Domestic scholars use the WASP model, the EFDC model and other water quality models together with the WEC calculation model (i.e., analytical method) to calculate the WEC. Their studies were often utilized to calculate the temporal and spatial distribution of WEC in small watersheds (Yen et al. 2012; Xu 2014, 2018; Tang 2016; Yao et al. 2018; Zhao 2018; Wang et al. 2019; Zheng et al. 2019; Hu et al. 2020). Compared with the methods used previously, the analytical method employed in their studies can simulate the transformation and interactions between nitrogen and phosphorus in different forms. The main disadvantages of the analytical method are as follows: (1) A large amount of data has to be used. Unfortunately, the hydrology and water quality stations and monitoring frequency of large-scale river basins in our country can hardly satisfy the needs of water environment capacity calculations. In that case, it is impossible to accurately calculate the true situation of the water environment capacity of the basin by using water quality models according to the measured data of hydrology and water quality at a few sites. (2) Due to the lack of measured water quality data, a large number of parameters of the water environment capacity calculation model have to quote the empirical values, which brings greater uncertainty to the calculation results. (3) The use of river water quality models, such as the EFDC model alone, requires many field surveys on river topography, water depth and other data, which consumes a lot of manpower, material resources and time. It is not realistic to carry out a large-scale survey on a large quantity of river basins from the perspective of time and cost.

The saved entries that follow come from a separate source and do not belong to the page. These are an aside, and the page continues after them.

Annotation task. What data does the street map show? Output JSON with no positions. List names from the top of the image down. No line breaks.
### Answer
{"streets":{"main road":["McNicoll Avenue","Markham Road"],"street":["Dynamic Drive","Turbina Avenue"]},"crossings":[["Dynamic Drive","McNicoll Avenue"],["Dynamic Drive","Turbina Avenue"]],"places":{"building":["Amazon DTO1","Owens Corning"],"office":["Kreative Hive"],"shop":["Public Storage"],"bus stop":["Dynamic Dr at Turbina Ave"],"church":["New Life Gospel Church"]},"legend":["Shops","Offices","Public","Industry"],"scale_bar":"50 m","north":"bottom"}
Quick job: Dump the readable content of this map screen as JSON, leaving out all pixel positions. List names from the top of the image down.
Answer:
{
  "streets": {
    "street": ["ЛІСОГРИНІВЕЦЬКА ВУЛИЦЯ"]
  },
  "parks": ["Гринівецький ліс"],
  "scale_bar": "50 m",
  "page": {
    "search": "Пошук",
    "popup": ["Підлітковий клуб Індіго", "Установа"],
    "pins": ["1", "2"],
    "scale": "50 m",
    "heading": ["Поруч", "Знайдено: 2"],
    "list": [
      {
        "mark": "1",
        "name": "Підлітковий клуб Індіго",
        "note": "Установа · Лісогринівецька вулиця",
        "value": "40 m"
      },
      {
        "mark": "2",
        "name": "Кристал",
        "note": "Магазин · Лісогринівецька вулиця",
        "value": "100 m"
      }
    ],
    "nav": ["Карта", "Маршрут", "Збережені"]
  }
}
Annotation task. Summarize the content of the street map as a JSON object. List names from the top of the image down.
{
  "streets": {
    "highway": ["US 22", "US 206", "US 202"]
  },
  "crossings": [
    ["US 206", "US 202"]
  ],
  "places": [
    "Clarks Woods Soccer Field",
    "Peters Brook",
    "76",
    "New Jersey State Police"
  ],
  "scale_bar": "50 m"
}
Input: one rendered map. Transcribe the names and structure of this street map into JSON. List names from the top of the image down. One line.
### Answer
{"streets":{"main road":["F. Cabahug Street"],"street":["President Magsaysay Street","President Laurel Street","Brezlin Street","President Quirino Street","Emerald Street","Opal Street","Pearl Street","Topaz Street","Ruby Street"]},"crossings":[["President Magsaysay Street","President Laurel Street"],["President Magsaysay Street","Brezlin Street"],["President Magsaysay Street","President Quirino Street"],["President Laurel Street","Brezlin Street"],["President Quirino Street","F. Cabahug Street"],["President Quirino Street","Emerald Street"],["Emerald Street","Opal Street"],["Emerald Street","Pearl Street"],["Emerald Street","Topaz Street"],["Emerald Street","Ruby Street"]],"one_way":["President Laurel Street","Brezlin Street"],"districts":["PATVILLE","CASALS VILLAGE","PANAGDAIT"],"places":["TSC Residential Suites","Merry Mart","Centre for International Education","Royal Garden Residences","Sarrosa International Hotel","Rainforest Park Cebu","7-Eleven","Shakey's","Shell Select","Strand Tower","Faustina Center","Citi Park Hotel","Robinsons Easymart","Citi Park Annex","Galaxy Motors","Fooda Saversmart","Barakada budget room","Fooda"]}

At present, the commonly used hydrological models mainly include the HSPF model (Zhang et al. 2012), the AGNPS model (Meng & Zhao 2008), the L-THIA model (Shen et al. 2007; Hui 2015) and the SWAT model (Li 2012; Jiang 2015; Zhai 2015), which are widely used. The coupling of the SWAT model with the EFDC model, the WASP model and other water quality models in hydrological models shows the good effect, which is widely used in river and lake water bodies (Liu et al. 2008; Du et al. 2016; He et al. 2020). It can be used for the analysis of the input meteorological data, DEM elevation map, land-use-type map, soil distribution map and other data through the simulation of the hydrological process, and the output of the water system of the river basin, the runoff of the sub-basin, the outlet of the sub-basin, the river elevation, the water depth, nitrogen and phosphorus pollution load and other simulation results. The calibrated results can be used as the boundary conditions of water quality models, such as the EFDC model to realize the coupling of hydrology and water quality models, so as to eliminate the disadvantages of insufficient data, large amount of preliminary investigation work and high cost when using water quality models to calculate WEC in large river basins. Based on the hydrodynamic water quality simulation of the SWAT-EFDC coupling model, this paper identifies the relationship between pollution sources and water quality response. Under the premise of the satisfaction of the water quality standards required by water function zoning, the theoretical formula of one-dimensional water environment capacity was used to calculate the WECs of total phosphorus and total nitrogen in 2017, and the WEC and remnant WEC of the total nitrogen and total phosphorus in the Yongzhou Basin, Xiangjiang River under different hydrological conditions, thereby providing references for the calculation of the WEC of large river basins, and establishing a total amount control plan for the Xiangjiang River Yongzhou Basin. It can also provide a basis for the formulation, and data support for the further development and control of the water environment of the river basin.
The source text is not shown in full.